Y esto es lo más difícil.  Lo más costoso de este aprendizaje no es tanto “leer", cuanto "comprender" lo leído; no tanto la "descodificación" de las partes del texto, es decir, su acceso léxico y subléxico, cuanto la aprehensión del significado global de este, es decir, su acceso semántico y sintáctico.


Puede -suele- suceder que en el momento en el que la lectura empieza a dejar de ser esa estratégica prioridad y empieza a convertirse en valiosísimo medio para introducirse en el aprendizaje de otras materias... el complejo y arduo aprendizaje todavía no haya culminado del todo, que no esté suficientemente asentado en el último de sus estadios, en aquel en el que se asegura que la lectura sea crecientemente comprensiva y no solo rutinariamente mecánica.



Cuando un alumno entre P3 y P6 lee en su pupitre el enunciado de una actividad, da igual de qué materia, y a continuación se acerca a la mesa del profesor a preguntar qué es lo que tiene que hacer...


Cuando un alumno entre P3 y P6 lee un texto de corta o mediana extensión y a continuación no sabe responder correctamente las preguntas que se le hacen sobre su contenido ni sobre las conclusiones que de este se deducen...



Cuando un alumno entre P3 y P6 ha llegado a la conclusión práctica de que estudiar es más memorizar que comprender…



Cuando un alumno entre P3 y P6 lee en casa un libro y luego tiene dificultad para escribir una ficha en la que dé cuenta de la trama y de los personajes del relato y para hacer inferencias a partir de lo leído de lo que no está escrito pero podría haber sido...


En definitiva, cuando un alumno entre P3 y P6 ha leído y lo leído no "está" de una manera inteligente en su cabeza, cuando no lo ha hecho suyo, cuando no lo sabe decir si no es reproduciendo la literalidad del texto…



... Cuando algo de todo lo anterior sucede, cabe sospechar que el proceso de aprendizaje de la lectura ha hecho crisis por su flanco más delicado, que es el de la comprensión, sin la cual, dicho a las claras, leer obviamente no es "leer".


En los últimos años, en los ambientes educativos de muchos de los países más avanzados, la lectura comprensiva se ha vuelto una cuestión de máxima preocupación.
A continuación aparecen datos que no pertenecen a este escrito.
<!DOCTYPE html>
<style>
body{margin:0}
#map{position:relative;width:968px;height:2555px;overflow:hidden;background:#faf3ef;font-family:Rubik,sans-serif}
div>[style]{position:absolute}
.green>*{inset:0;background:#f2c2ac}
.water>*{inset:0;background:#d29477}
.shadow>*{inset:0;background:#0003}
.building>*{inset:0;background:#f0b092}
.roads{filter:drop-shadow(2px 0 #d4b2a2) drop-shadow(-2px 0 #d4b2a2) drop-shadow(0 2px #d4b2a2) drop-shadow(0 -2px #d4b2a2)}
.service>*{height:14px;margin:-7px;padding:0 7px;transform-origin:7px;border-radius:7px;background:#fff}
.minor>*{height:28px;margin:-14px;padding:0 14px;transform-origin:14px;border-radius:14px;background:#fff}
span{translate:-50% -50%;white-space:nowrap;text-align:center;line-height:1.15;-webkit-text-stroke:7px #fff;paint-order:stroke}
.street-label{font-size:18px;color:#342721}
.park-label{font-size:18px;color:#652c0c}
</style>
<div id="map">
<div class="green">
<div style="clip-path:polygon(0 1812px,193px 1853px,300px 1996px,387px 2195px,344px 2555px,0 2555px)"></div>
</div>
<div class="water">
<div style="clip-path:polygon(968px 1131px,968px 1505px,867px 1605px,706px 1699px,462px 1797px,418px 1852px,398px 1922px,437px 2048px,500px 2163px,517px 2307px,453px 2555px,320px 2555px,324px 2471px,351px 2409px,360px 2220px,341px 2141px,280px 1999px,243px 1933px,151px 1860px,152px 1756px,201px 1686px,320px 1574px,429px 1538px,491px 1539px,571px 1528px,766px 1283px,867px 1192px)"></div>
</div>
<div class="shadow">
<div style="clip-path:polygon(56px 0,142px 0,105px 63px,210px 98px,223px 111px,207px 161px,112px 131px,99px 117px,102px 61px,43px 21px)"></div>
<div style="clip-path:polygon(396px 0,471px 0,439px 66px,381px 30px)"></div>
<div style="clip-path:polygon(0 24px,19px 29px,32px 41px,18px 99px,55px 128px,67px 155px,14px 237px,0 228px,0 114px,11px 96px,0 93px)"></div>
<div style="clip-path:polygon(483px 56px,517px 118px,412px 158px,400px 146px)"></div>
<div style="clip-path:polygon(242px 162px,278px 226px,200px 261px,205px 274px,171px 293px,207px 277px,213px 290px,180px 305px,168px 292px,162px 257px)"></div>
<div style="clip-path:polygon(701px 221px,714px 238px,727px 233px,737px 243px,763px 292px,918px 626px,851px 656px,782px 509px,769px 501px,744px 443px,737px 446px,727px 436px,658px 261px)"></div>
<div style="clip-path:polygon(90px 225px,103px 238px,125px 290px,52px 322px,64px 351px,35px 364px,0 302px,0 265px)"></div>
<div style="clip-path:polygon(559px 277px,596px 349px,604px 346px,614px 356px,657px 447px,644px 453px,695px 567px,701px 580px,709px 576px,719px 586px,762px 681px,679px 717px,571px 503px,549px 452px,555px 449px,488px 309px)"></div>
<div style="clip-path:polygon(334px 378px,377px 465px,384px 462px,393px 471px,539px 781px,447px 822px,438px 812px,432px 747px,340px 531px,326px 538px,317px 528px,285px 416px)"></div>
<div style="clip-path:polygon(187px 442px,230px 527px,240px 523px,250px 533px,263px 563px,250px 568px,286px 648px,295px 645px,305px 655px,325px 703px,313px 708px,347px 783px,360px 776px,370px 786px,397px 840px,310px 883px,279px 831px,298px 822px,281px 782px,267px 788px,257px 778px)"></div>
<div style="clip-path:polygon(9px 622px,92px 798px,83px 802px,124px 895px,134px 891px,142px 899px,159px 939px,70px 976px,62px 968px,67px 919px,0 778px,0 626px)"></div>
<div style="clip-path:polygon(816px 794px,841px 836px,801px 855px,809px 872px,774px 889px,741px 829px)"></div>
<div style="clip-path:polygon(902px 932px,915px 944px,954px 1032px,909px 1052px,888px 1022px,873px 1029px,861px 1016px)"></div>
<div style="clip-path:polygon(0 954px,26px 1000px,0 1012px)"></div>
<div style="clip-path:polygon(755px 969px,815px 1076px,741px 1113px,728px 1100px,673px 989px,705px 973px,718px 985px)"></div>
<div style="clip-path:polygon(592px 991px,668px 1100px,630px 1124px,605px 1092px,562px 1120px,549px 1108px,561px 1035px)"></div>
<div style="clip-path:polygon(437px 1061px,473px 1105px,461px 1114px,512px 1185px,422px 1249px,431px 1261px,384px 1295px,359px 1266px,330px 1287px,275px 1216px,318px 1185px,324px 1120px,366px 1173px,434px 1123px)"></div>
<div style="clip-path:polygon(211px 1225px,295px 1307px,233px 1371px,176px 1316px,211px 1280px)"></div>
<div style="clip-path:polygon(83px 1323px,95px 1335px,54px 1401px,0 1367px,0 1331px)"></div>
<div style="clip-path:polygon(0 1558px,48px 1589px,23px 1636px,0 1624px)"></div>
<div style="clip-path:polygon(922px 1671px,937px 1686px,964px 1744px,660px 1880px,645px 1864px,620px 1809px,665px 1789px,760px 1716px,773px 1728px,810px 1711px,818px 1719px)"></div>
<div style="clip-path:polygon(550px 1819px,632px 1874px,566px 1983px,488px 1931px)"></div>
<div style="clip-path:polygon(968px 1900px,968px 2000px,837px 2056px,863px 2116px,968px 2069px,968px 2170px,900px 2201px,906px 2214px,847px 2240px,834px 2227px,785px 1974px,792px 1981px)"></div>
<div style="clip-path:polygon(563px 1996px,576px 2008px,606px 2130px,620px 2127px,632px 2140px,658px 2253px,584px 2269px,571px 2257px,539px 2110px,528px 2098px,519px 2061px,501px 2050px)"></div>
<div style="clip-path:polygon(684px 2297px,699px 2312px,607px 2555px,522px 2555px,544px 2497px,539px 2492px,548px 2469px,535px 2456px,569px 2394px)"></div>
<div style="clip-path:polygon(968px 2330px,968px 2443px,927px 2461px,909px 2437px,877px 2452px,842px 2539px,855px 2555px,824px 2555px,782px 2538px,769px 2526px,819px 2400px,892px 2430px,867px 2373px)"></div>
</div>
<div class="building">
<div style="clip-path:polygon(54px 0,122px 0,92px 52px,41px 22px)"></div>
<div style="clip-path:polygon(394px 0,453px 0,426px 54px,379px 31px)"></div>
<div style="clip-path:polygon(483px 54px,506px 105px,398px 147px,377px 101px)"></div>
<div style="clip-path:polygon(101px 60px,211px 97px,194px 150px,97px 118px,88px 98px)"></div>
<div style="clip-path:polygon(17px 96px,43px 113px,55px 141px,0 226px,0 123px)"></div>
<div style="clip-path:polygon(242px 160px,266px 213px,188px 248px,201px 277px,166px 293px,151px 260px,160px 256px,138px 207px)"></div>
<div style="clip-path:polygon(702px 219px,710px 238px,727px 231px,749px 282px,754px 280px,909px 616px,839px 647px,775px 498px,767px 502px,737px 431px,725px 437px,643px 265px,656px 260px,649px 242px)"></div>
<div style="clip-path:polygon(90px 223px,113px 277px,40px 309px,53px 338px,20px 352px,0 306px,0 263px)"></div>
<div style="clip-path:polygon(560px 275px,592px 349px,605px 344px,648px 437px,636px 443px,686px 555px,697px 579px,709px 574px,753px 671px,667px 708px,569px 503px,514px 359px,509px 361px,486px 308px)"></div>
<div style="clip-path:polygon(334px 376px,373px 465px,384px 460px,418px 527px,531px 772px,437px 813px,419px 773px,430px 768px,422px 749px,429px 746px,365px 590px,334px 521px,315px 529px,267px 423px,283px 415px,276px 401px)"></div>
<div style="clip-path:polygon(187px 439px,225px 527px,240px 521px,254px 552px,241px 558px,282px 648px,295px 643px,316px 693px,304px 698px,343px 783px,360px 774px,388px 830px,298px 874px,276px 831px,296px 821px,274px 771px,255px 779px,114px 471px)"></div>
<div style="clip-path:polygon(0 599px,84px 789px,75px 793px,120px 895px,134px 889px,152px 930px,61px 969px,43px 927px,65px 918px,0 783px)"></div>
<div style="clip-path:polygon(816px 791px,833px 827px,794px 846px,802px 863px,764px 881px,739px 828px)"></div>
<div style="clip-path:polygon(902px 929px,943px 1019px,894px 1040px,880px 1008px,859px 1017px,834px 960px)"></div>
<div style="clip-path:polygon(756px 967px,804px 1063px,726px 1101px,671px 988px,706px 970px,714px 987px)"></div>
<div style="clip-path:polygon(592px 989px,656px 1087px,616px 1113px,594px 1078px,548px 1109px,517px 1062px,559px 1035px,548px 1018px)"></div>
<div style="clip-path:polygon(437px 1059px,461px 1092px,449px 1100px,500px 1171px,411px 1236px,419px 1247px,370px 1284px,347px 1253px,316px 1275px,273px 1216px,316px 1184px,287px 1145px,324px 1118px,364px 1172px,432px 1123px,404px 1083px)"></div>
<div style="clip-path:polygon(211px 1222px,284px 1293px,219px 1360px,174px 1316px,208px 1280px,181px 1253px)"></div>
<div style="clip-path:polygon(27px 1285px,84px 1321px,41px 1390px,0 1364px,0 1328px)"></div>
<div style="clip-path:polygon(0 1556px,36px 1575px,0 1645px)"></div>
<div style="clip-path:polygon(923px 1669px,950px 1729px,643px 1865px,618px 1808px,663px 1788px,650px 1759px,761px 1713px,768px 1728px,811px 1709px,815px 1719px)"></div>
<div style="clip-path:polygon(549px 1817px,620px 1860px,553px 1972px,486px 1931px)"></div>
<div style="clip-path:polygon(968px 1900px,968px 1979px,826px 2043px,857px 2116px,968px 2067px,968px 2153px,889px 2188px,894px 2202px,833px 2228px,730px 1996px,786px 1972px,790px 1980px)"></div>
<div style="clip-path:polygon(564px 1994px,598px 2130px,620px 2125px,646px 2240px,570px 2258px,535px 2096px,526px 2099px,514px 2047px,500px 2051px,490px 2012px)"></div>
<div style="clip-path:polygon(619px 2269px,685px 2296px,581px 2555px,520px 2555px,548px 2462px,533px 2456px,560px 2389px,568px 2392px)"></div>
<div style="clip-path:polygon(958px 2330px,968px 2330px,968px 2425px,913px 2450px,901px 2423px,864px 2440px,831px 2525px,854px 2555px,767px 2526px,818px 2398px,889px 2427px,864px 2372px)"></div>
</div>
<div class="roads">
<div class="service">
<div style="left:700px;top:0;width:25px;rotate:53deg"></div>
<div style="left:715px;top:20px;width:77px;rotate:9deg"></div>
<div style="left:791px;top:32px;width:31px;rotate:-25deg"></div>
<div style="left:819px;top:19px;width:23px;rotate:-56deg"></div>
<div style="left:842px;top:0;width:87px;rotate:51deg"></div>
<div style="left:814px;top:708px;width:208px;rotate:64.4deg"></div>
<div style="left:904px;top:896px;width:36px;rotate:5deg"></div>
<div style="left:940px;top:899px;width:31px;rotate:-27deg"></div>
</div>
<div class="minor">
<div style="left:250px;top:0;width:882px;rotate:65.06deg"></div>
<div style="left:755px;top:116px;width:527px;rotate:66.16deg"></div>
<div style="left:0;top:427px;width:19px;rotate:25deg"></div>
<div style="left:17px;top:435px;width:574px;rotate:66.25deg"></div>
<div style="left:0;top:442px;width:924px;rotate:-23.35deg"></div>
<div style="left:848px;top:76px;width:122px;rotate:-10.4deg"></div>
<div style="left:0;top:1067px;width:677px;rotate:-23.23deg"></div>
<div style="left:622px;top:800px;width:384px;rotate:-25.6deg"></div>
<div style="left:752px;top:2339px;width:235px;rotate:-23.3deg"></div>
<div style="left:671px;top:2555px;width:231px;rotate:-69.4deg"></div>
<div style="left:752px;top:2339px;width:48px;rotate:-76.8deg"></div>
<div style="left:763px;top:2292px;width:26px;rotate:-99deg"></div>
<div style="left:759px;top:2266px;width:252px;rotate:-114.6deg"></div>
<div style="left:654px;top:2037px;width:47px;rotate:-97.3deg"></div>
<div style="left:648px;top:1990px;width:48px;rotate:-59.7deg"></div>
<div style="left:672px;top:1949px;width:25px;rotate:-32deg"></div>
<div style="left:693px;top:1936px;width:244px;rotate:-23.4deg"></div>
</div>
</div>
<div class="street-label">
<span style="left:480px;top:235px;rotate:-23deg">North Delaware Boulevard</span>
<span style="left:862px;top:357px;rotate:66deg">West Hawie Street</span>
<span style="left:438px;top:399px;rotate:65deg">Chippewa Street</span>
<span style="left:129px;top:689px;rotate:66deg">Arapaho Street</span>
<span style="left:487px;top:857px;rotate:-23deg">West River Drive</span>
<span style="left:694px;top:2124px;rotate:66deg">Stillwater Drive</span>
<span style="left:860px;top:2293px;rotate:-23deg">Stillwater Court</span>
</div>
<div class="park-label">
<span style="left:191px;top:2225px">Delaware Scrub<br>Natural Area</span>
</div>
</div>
No en vano, las tan traídas y llevadas pruebas PISA, por la parte de lengua, no tienden a diagnosticar cuánto de gramática saben los alumnos, sino cuánta es su comprensión lectora y cuánta la calidad de su expresión escrita, cuánta su capacidad de razonamiento lógico verbal.

Porque puede darse la paradoja de que un alumno tenga mucha “cultura gramatical” de una lengua y que, sin embargo, su nivel de comprensión lectora y de  expresión escrita sea deficiente.


 ¿Qué ocurre? ¿Por qué, según parece, el proceso de aprendizaje de la lectura, hoy más que antes, no siempre termina de asentarse sólidamente en sus últimos estadios, en esos que, se apuntó antes, garantizan que leer sea efectivamente “leer”, esto es, comprender lo que se ha leído, hasta el punto de que el lector lo hace inteligentemente suyo?